A ira do jogador não cessou, estendendo a herança ao técnico, e o embate ganhava continuidade. A intolerância nas entrevistas coletivas tornou-se corriqueira, ainda que alguns jornalistas esportivos sejam pentelhos, indiscretos e questionem o treinador sem saber mais que ele. Há jornalistas – a minoria – que sabem mais. Esses são os melhores e não tumultuam. Os piores mantêm afinidade com o sensacionalismo e privilegiar a falta de qualidade vira uma meta, a missão de si mesmo como profissional pequeno.
Não se produzem críticas; oferecem-se regalias
Todas essas variáveis escancararam-se no último domingo, após o segundo triunfo no Mundial. Enquanto Dunga respondia a uma pergunta sobre o desempenho de Luís Fabiano, o repórter Alex Escobar, da TV Globo, falava ao telefone e balançava a cabeça negativamente. Escobar se indignara, pois acabara de saber que o treinador brasileiro havia barrado uma entrevista exclusiva que dois ou três jogadores dariam para a emissora, ao vivo, no Fantástico. Dunga, ouvindo as lamentações do repórter, interrompeu a entrevista e perguntou ao jornalista se havia algum problema sobre o veto. Escobar recuou e o técnico xingou. Baixo, é bem verdade, mas não tanto, a ponto dos microfones captarem. E Dunga errou por isso.
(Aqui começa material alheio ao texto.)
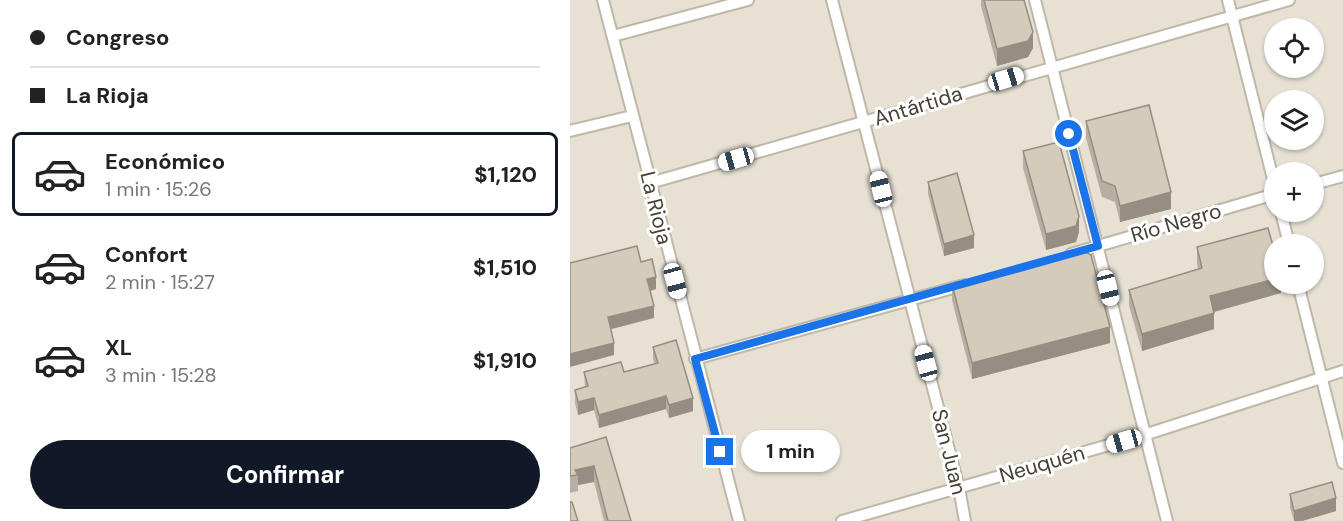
<!DOCTYPE html>
<html lang="es">
<head>
<meta charset="utf-8">
<style>
  body { margin:0; font-family:"DM Sans",sans-serif; background:#f2f2f2; color:#222; height:100vh; display:flex; flex-direction:column; font-size:22px; white-space:nowrap }
  * { box-sizing:border-box; margin:0 }
  p { font-size:20px; color:#767676 }
  .icon { flex:none; width:33px; height:33px; fill:none; stroke:currentColor; stroke-width:2; stroke-linecap:round; stroke-linejoin:round }
  .map { position:relative; flex:1; overflow:hidden }
  .details { display:flex; flex-direction:column; background:#fff; width:570px }
  .details>* { flex:none }
  .banner { display:grid; align-content:center; height:132px; padding:0 30px; background:#fff }
  .tools { position:absolute; left:694px; top:18px; display:grid; gap:12px }
  .tools a { display:grid; place-items:center; width:60px; height:60px; border-radius:50%; background:#fff; box-shadow:0 2px 4px #0004; font-size:30px }
  .end { position:absolute; width:27px; height:27px; margin:-14px; border:8px solid #1a73e8; background:#fff; box-shadow:0 0 0 3px #fff }
  .from { border-radius:50% }
  .bubble { position:absolute; height:42px; border-radius:21px; background:#fff; box-shadow:0 2px 4px #0004; font-size:20px; font-weight:700; line-height:42px; text-align:center }
  .car { position:absolute; width:18px; height:36px; margin:-18px -9px; border-radius:8px; box-shadow:0 0 4px 2px #0007; background:linear-gradient(#fff 24%,#345 0 40%,#fff 0 76%,#345 0 86%,#fff 0) }
  .banner b { display:flex; align-items:center; gap:21px; height:57px; font-size:22px }
  .banner b+b { border-top:2px solid #e0e0e0 }
  .banner i { width:15px; height:15px; background:#222 }
  ul { padding:0; list-style:none }
  li { display:flex; align-items:center; gap:18px; height:84px; margin:0 12px 9px; padding:0 18px; border:3px solid transparent; border-radius:9px }
  li div { flex:1 }
  li b { display:block; font-size:22px }
  li em { font-style:normal; font-weight:700 }
  li.current { border-color:#111827 }
  li>.icon { width:54px; height:54px; stroke-width:1.5 }
  .cta { display:flex; gap:12px; margin-top:auto; padding:12px 30px }
  .cta a { flex:1; height:69px; border-radius:36px; background:#111827; color:#fff; font-size:24px; font-weight:700; line-height:69px; text-align:center }
  main { display:flex; flex:1; min-height:0 }
  .map>svg:first-child { display:block }
</style>
</head>
<body>
<main>
<section class="details">
<div class="banner">
<b><i class="from"></i>Congreso</b>
<b><i></i>La Rioja</b>
</div>
<ul>
<li class="current"><svg class="icon" aria-label="car" viewBox="0 0 24 24"><path d="M5 17H2v-5l4-1 3-4h7l3 4 3 1v5h-3M9 17h6M6 11h13"/><circle cx="7" cy="17" r="2"/><circle cx="17" cy="17" r="2"/></svg><div><b>Económico</b><p>1 min · 15:26</p></div><em>$1,120</em></li>
<li><svg class="icon" aria-label="car" viewBox="0 0 24 24"><path d="M5 17H2v-5l4-1 3-4h7l3 4 3 1v5h-3M9 17h6M6 11h13"/><circle cx="7" cy="17" r="2"/><circle cx="17" cy="17" r="2"/></svg><div><b>Confort</b><p>2 min · 15:27</p></div><em>$1,510</em></li>
<li><svg class="icon" aria-label="car" viewBox="0 0 24 24"><path d="M5 17H2v-5l4-1 3-4h7l3 4 3 1v5h-3M9 17h6M6 11h13"/><circle cx="7" cy="17" r="2"/><circle cx="17" cy="17" r="2"/></svg><div><b>XL</b><p>3 min · 15:28</p></div><em>$1,910</em></li>
</ul>
<div class="cta"><a>Confirmar</a></div>
</section>
<div class="map">
<svg width="773" height="521" viewBox="0 0 773 521">
  <rect width="100%" height="100%" fill="#f3efe6"/>
  <!-- residential -->
  <path fill="#e7e1d4" fill-rule="evenodd" d="M0 0H656L705 199V212H708L716 244H705V284H726L773 474V521H0Z
    M658 0H773V468L728 284H744V244H718L710 212H744V172H705ZM705 28H744V68H705ZM705 100H744V140H705Z"/>
  <g fill="none" stroke-linecap="round" stroke-linejoin="round">
    <defs>
      <path id="street" d="M33 0 169 521
        M262 0 389 488 395 521
        M465 0 597 521
        M658 0 705 187
        M43 36 178 0
        M0 131 62 116
        M80 183 719 0
        M744 184 773 176
        M711 212 719 244
        M501 254 705 194
        M728 284 773 463
        M125 359 394 285
        M272 521 574 435 773 371"/>
    </defs>
    <!-- street casing -->
    <use href="#street" stroke="#bfb7a8" stroke-width="14"/>
    <!-- street -->
    <use href="#street" stroke="#fff" stroke-width="10"/>
  </g>
  <!-- wall -->
  <path fill="#b7afa1" d="M411 0H454L463 48 458 57 427 66 411 6Z
    M516 121 601 209 550 222 545 202 532 197 516 138Z
    M453 151 509 232 506 242 476 250 453 168Z
    M358 182 404 248 374 256 358 194Z
    M627 247 711 284V293L644 312V329L572 351 559 306V290L628 269 627 263Z
    M382 284 540 343 402 379 382 300Z
    M83 347 123 411 99 418 96 409 29 428 24 410 8 415 5 403V390L15 387 14 372H54L85 364 83 360Z
    M36 437 61 521H34L24 482 8 485V491L0 493V448Z
    M720 494 766 511 732 521H724L720 507Z"/>
  <!-- shaded-wall -->
  <path fill="#958e83" d="M463 32V48L458 57 427 66V49Z
    M601 192V209L550 222V206Z
    M509 216V232L506 242 476 250V234Z
    M404 235V248L374 256V244Z
    M86 277V289L77 292V279Z
    M705 279V284H711V293L640 313V296Z
    M84 306V318L38 330V317Z
    M644 313V329L572 351V334Z
    M540 327V343L402 379V363Z
    M44 343V355L0 367V354Z
    M96 396V409L29 428V415Z
    M24 398V410L8 415V402Z
    M123 398V411L99 418V405Z
    M24 466V482L8 485V475L5 470Z
    M766 498V511L732 521H724V511Z"/>
  <!-- building -->
  <path fill="#d5cbbb" stroke="#958e83" stroke-width="1.5" d="M414 0H454L463 32 458 41 427 49Z
    M579 105 601 192 550 206 545 186 532 181 516 121Z
    M489 142 509 216 506 226 476 234 453 151Z
    M387 173 404 235 374 244 358 182Z
    M698 228 705 253V279L640 296 644 313 572 334 559 290 632 268 627 247Z
    M67 246 71 262 82 259 86 277 77 279 84 306 38 317 44 343 0 354V263Z
    M512 250 521 255 540 327 402 363 382 284Z
    M106 340 123 398 99 405 96 396 29 415 24 398 8 402 5 390 18 386 14 372 51 362 54 372 88 363 83 347Z
    M36 437 61 521H38L24 466 5 470 8 475 0 476V448Z
    M762 482 766 498 724 511 720 494Z
    M0 502H2L8 521H0Z"/>
  <g fill="none" stroke-linecap="round" stroke-linejoin="round">
    <!-- route -->
    <path stroke="#1a73e8" stroke-width="8" d="M150 452 125 359 528 246 499 134"/>
  </g>
  <g text-anchor="middle" dominant-baseline="central" stroke-width="6" stroke-linejoin="round" paint-order="stroke">
    <!-- street labels -->
    <g font-size="21" fill="#463f35" stroke="#fff">
      <text transform="translate(348 106) rotate(-17)">Antártida</text>
      <text transform="translate(86 208) rotate(76)">La Rioja</text>
      <text transform="translate(606 223) rotate(-16)">Río Negro</text>
      <text transform="translate(379 452) rotate(76)">San Juan</text>
      <text transform="translate(472 464) rotate(-16)">Neuquén</text>
    </g>
  </g>
</svg>
<div class="tools">
<a><svg class="icon" aria-label="locate" viewBox="0 0 24 24"><circle cx="12" cy="12" r="6"/><path d="M12 2v4M12 18v4M2 12h4M18 12h4"/></svg></a>
<a><svg class="icon" aria-label="layers" viewBox="0 0 24 24"><path d="M12 4l9 5-9 5-9-5zM3 14l9 5 9-5"/></svg></a>
<a>+</a>
<a>−</a>
</div>
<i class="end from" style="left:499px;top:134px"></i>
<i class="end" style="left:150px;top:452px"></i>
<div class="bubble" style="left:171px;top:430px;width:99px">1 min</div>
<i class="car" style="left:436px;top:79px;rotate:73deg"></i>
<i class="car" style="left:166px;top:159px;rotate:254deg"></i>
<i class="car" style="left:311px;top:189px;rotate:346deg"></i>
<i class="car" style="left:105px;top:281px;rotate:165deg"></i>
<i class="car" style="left:538px;top:288px;rotate:166deg"></i>
<i class="car" style="left:356px;top:363px;rotate:345deg"></i>
<i class="car" style="left:554px;top:441px;rotate:254deg"></i>
</div>
</main>
</body>
</html>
Mas Dunga tem lá as suas qualidades e acertou, concomitantemente. Ao ser sensato por impedir aparições, ao vivo, de seus jogadores, já que se eles ‘entrassem no ar’ às 22 horas, horário de Brasília, na África seriam 3 da manhã de segunda-feira. O capitão do tetra fez com a Globo o que outros pensaram, quiseram, mas não fizeram. Ciente da sua importância momentânea, como homem que tem 23 marmanjos nas mãos à custa de confiança e trabalho incessante, Dunga ‘chutou o balde’, afirmando que o direito que a Globo tem é o mesmo das outras. O jornalismo de qualidade agradece.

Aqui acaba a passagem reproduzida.